L’Autorité de régulation de la communication audiovisuelle et numérique (Arcom) a adressé le 12 juin 2026 une mise en demeure à la chaîne d’information CNews pour manquement à l’exigence d’expression pluraliste des courants de pensée et d’opinion. La décision a été rendue publique le 15 juin 2026.
Une analyse de 168 heures de programmes
La décision s’appuie sur l’examen de 168 heures d’émissions d’information diffusées en mars 2025. L’Arcom a retenu les programmes ayant réuni le plus grand nombre de téléspectateurs, représentant plus de la moitié de l’audience de la chaîne sur cette période.
Le régulateur a constaté, sur l’ensemble de la programmation analysée, un déséquilibre manifeste et durable dans l’expression des points de vue. Les échanges en plateau font apparaître la prédominance d’un même cadre d’interprétation de l’actualité, selon le communiqué publié par l’Arcom.
Cinq thématiques sous la loupe du régulateur
Les programmes de CNews en mars 2025 étaient dominés par cinq thématiques : la sécurité, la guerre entre l’Ukraine et la Russie, le parti La France insoumise (LFI), les relations franco-algériennes et l’actualité politique nationale.
L’Arcom relève que plusieurs sujets ont été traités de façon univoque, sans contradiction significative. La religion musulmane a été présentée, selon le régulateur, comme une menace pour la société française. L’immigration a été associée de manière récurrente à la montée de l’insécurité. Le fonctionnement de l’institution judiciaire a fait l’objet d’une forte défiance dans les commentaires. La France insoumise a été visée par des mises en cause qualifiées de particulièrement vives, sans que des opinions divergentes soient substantiellement exprimées.
Le rôle des animateurs explicitement pointé
L’organisation des débats, et notamment le rôle des animateurs, est mise en cause par l’Arcom. Le régulateur estime que le point de vue des animateurs structure fréquemment l’ensemble des échanges. Les intervenants proposant une analyse contraire ou plus nuancée disposent d’un temps d’expression plus limité, ou voient leurs arguments écartés sans débat contradictoire.

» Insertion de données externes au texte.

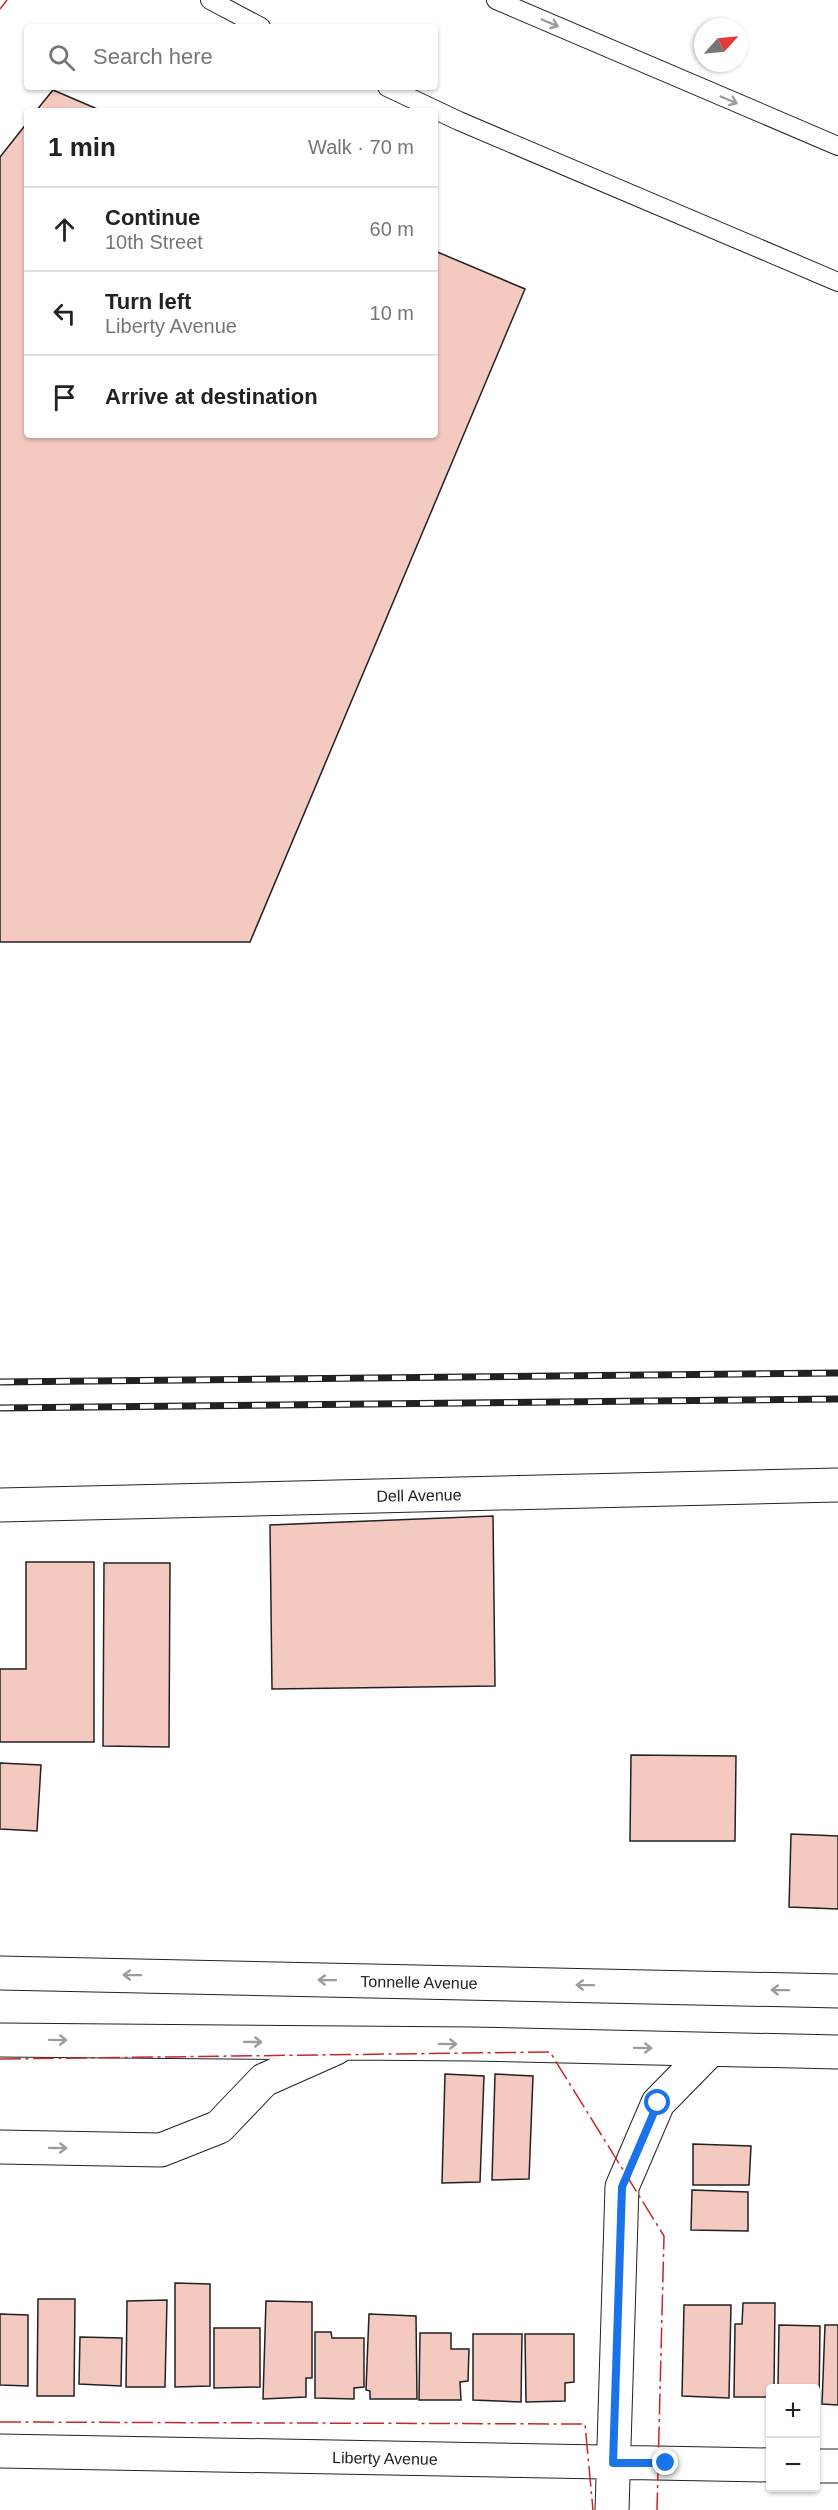 <!DOCTYPE html>
<html lang="en">
<head>
<meta charset="utf-8">
<style>
  :root { --surface:#fff; --page:#f2f2f2; --text:#222; --muted:#767676; --line:#e0e0e0 }
  body { margin:0; font-family:Helvetica,sans-serif; background:var(--page); color:var(--text) }
  .controls { position:absolute; right:18px; bottom:18px; display:grid; overflow:hidden; border-radius:6px; box-shadow:0 2px 4px #0004 }
  .controls button { width:54px; height:54px; display:grid; place-items:center; padding:0; border:0; border-bottom:2px solid var(--line); background:var(--surface); color:var(--text); font:30px sans-serif }
  .compass { position:absolute; left:694px; top:18px; width:54px; height:54px; border-radius:50%; background:var(--surface); box-shadow:0 2px 4px #0004; rotate:63deg }
  .stop { position:absolute; width:18px; height:18px; margin:-14px; border:4px solid #1a73e8; border-radius:50%; background:#fff }
  .stop.end { background:#1a73e8; border-color:#fff; box-shadow:0 2px 6px #0008 }
  .list { margin:0; padding:0; list-style:none }
  h2 { display:flex; justify-content:space-between; align-items:center; height:78px; margin:0; padding:0 24px; font-size:26px }
  h2 small { font-size:20px; font-weight:400; color:var(--muted) }
  .list li { display:grid; grid-template-columns:39px 1fr auto; gap:18px; align-items:center; box-sizing:border-box; height:84px; padding:0 24px; border-top:2px solid var(--line) }
  .list b { display:block; font-size:22px; white-space:nowrap }
  .list p { margin:0; font-size:20px; white-space:nowrap; color:var(--muted) }
  .list em { font-size:20px; font-style:normal; color:var(--muted) }
  .icon { flex:none; width:33px; height:33px; fill:none; stroke:currentColor; stroke-width:2; stroke-linecap:round; stroke-linejoin:round }
  .map { position:relative; flex:none; width:838px; height:2510px; overflow:hidden }
  .search { position:absolute; background:var(--surface); box-shadow:0 2px 4px #0004; left:24px; top:24px; width:414px; height:66px; display:flex; align-items:center; gap:15px; box-sizing:border-box; padding:0 21px; border-radius:6px; color:var(--muted); font-size:22px }
  .panel { position:absolute; background:var(--surface); box-shadow:0 2px 4px #0004; left:24px; top:108px; width:414px; height:330px; border-radius:6px }
  .map>svg:first-child { display:block }
</style>
</head>
<body>
<div class="map">
<svg width="838" height="2510" viewBox="0 0 838 2510">
  <rect width="100%" height="100%" fill="#fff"/>
  <path fill="#f3c9c0" stroke="#222" stroke-width="1.5" d="M53,90L102,111H36Z
    M27,123V435H435V251L525,289L250,942H0V157Z
    M493,1516L495,1686L272,1689L270,1525Z
    M26,1562H94V1742H0V1669H26Z
    M104,1563H170L169,1747L103,1746Z
    M631,1755L736,1756L735,1841H630Z
    M0,1763L41,1765L37,1831L0,1829Z
    M791,1834L838,1836V1909L789,1907Z
    M445,2074L484,2076L480,2182L442,2183Z
    M495,2074L533,2076L529,2179L492,2180Z
    M693,2144L751,2146L749,2185H693Z
    M692,2190L748,2192V2231L691,2230Z
    M175,2283L210,2284V2386L175,2387Z
    M38,2299H75L74,2396H37Z
    M167,2300L165,2387H126L127,2301Z
    M266,2301L312,2302V2378H306V2397L263,2399Z
    M743,2303H775L774,2388H770V2397H734L735,2324H742Z
    M684,2305H731L729,2398L682,2396Z
    M0,2314L28,2315V2386L0,2385Z
    M369,2314L416,2316L417,2399H370V2391L366,2390Z
    M779,2325L820,2326L819,2407H816V2388H778Z
    M825,2325H838V2405L822,2404Z
    M214,2328H260V2387L214,2388Z
    M315,2332H331L332,2338H364V2387L354,2388V2399L315,2398Z
    M420,2333H451V2349H469L468,2381L460,2382L461,2400H419Z
    M473,2334H522L521,2402L473,2400Z
    M525,2334H574V2382L565,2383V2401L526,2402Z
    M80,2337L122,2338L121,2386L79,2384Z"/>
  <g fill="none" stroke-linecap="round" stroke-linejoin="round">
    <defs>
      <path id="lane" d="M210,0L261,27
        M496,0L838,146
        M387,87L459,121L838,282"/>
      <path id="street" d="M0,1505L838,1485
        M0,2451L770,2465
        M816,2466H838
        M612,2510L622,2187L658,2103L710,2050"/>
      <path id="highway" d="M0,1973L838,1991
        M0,2040L472,2044L838,2052
        M0,2147L161,2150L219,2127L264,2080L336,2048"/>
    </defs>
    <use href="#lane" stroke="#222" stroke-width="20"/>
    <use href="#street" stroke="#222" stroke-width="35"/>
    <use href="#highway" stroke="#222" stroke-width="35"/>
    <use href="#lane" stroke="#fff" stroke-width="18"/>
    <use href="#street" stroke="#fff" stroke-width="33"/>
    <use href="#highway" stroke="#fff" stroke-width="33"/>
    <defs>
      <path id="rail" d="M0,1382L838,1373
        M0,1408L838,1399"/>
    </defs>
    <use href="#rail" stroke="#222" stroke-width="7"/>
    <use href="#rail" stroke="#fff" stroke-width="4.5" stroke-dasharray="14" stroke-linecap="butt"/>
    <path stroke="#c62828" stroke-width="1.5" stroke-dasharray="21 4.5 3 4.5" stroke-linecap="butt" d="M0,9L7,0
      M0,2059L550,2052L664,2236L657,2510
      M0,2422L585,2424L593,2510"/>
  </g>
  <defs><path id="oneway-shaft" d="M-6 0H5M1.5-3L5.5 0L1.5 3" fill="none" stroke-width="1.6" stroke-linecap="round" stroke-linejoin="round" transform="scale(1.5)"/></defs>
  <g stroke="#9c9c9c">
    <use href="#oneway-shaft" transform="translate(550 23) rotate(23)"/>
    <use href="#oneway-shaft" transform="translate(729 100) rotate(23)"/>
    <use href="#oneway-shaft" transform="translate(132 1975) rotate(-179)"/>
    <use href="#oneway-shaft" transform="translate(327 1980) rotate(-179)"/>
    <use href="#oneway-shaft" transform="translate(585 1985) rotate(-179)"/>
    <use href="#oneway-shaft" transform="translate(780 1990) rotate(-179)"/>
    <use href="#oneway-shaft" transform="translate(58 2040) rotate(1)"/>
    <use href="#oneway-shaft" transform="translate(253 2042) rotate(1)"/>
    <use href="#oneway-shaft" transform="translate(448 2044) rotate(1)"/>
    <use href="#oneway-shaft" transform="translate(643 2048) rotate(1)"/>
    <use href="#oneway-shaft" transform="translate(58 2148) rotate(1)"/>
  </g>
  <g fill="none" stroke-linecap="round" stroke-linejoin="round">
    <path stroke="#1a73e8" stroke-width="8" d="M658,2103L622,2187L613,2463H666"/>
  </g>
  <g text-anchor="middle" stroke-width="4.5" stroke-linejoin="round" paint-order="stroke">
    <g font-size="16" fill="#222" stroke="#fff">
      <text transform="translate(419 1495) rotate(-1)" y="6">Dell Avenue</text>
      <text transform="translate(419 1982) rotate(1)" y="6">Tonnelle Avenue</text>
      <text transform="translate(385 2458) rotate(1)" y="6">Liberty Avenue</text>
    </g>
  </g>
</svg>
<div class="controls">
<button>+</button>
<button>−</button>
</div>
<svg class="compass" viewBox="-18 -18 36 36"><path d="M0-13l5 13h-10z" fill="#e53935"/><path d="M0 13l5-13h-10z" fill="#767676"/></svg>
<div class="stop" style="left:658px;top:2103px"></div>
<div class="stop end" style="left:666px;top:2463px"></div>
<div class="search"><svg class="icon" aria-label="search" viewBox="0 0 24 24"><circle cx="10" cy="10" r="6"/><path d="M15 15l6 6"/></svg>Search here</div>
<section class="panel">
<h2>1 min<small>Walk · 70 m</small></h2>
<ul class="list">
<li><svg class="icon" aria-label="ahead" viewBox="0 0 24 24"><path d="M12 20V5M6 11l6-6 6 6"/></svg><div><b>Continue</b><p>10th Street</p></div><em>60 m</em></li>
<li><svg class="icon" aria-label="left" viewBox="0 0 24 24"><path d="M17 20v-9H6M10 6l-5 5 5 5"/></svg><div><b>Turn left</b><p>Liberty Avenue</p></div><em>10 m</em></li>
<li><svg class="icon" aria-label="arrive" viewBox="0 0 24 24"><path d="M6 21V4h12l-3 4 3 4H6"/></svg><div><b>Arrive at destination</b></div></li>
</ul>
</section>
</div>
</body>
</html>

L’Arcom précise que la présentation et la contextualisation des faits occupent une place secondaire par rapport au commentaire. Ce positionnement conduit, selon l’autorité, à un traitement de l’actualité qui tend à se confondre avec son commentaire.
La première application d’une délibération de juillet 2024
Cette mise en demeure est la première application de la délibération du 17 juillet 2024. Ce texte a étendu le contrôle du pluralisme au-delà du seul temps de parole des personnalités politiques, conformément à une décision du Conseil d’État rendue en février 2024.
L’association Reporters sans frontières (RSF) avait saisi l’Arcom en janvier 2026. Elle dénonçait ce qu’elle qualifiait de déséquilibre structurel sur la chaîne. RSF a salué, le 15 juin, une décision qu’elle juge sans précédent.
Le 11 juin 2026, l’Arcom avait également mis en demeure France Inter et Franceinfo pour sous-représentation du Rassemblement national dans leurs programmes, sur la période de janvier à mars 2026. Radio France a reconnu une erreur technique liée à un changement de logiciel.
Vers une possible procédure de sanction
L’Arcom a annoncé la mise en place d’une veille sur le respect du pluralisme élargi par les quatre chaînes nationales d’information en continu : CNews, BFMTV, Franceinfo et LCI. Cette surveillance intervient dans la perspective des élections nationales à venir.
La délibération du 17 juillet 2024 avait été adoptée après une décision du Conseil d’État enjoignant au régulateur de renforcer son contrôle. Le pluralisme élargi impose désormais aux chaînes de ne pas exposer de manière disproportionnée un seul courant de pensée, même si le temps de parole des personnalités politiques est formellement équilibré.
La chaîne CNews est propriété du groupe Canal+, filiale du groupe Vivendi contrôlé par Vincent Bolloré. Selon RSF, CNews est la seule chaîne d’information française à s’éloigner de manière manifeste, durable et intentionnelle des critères de pluralisme.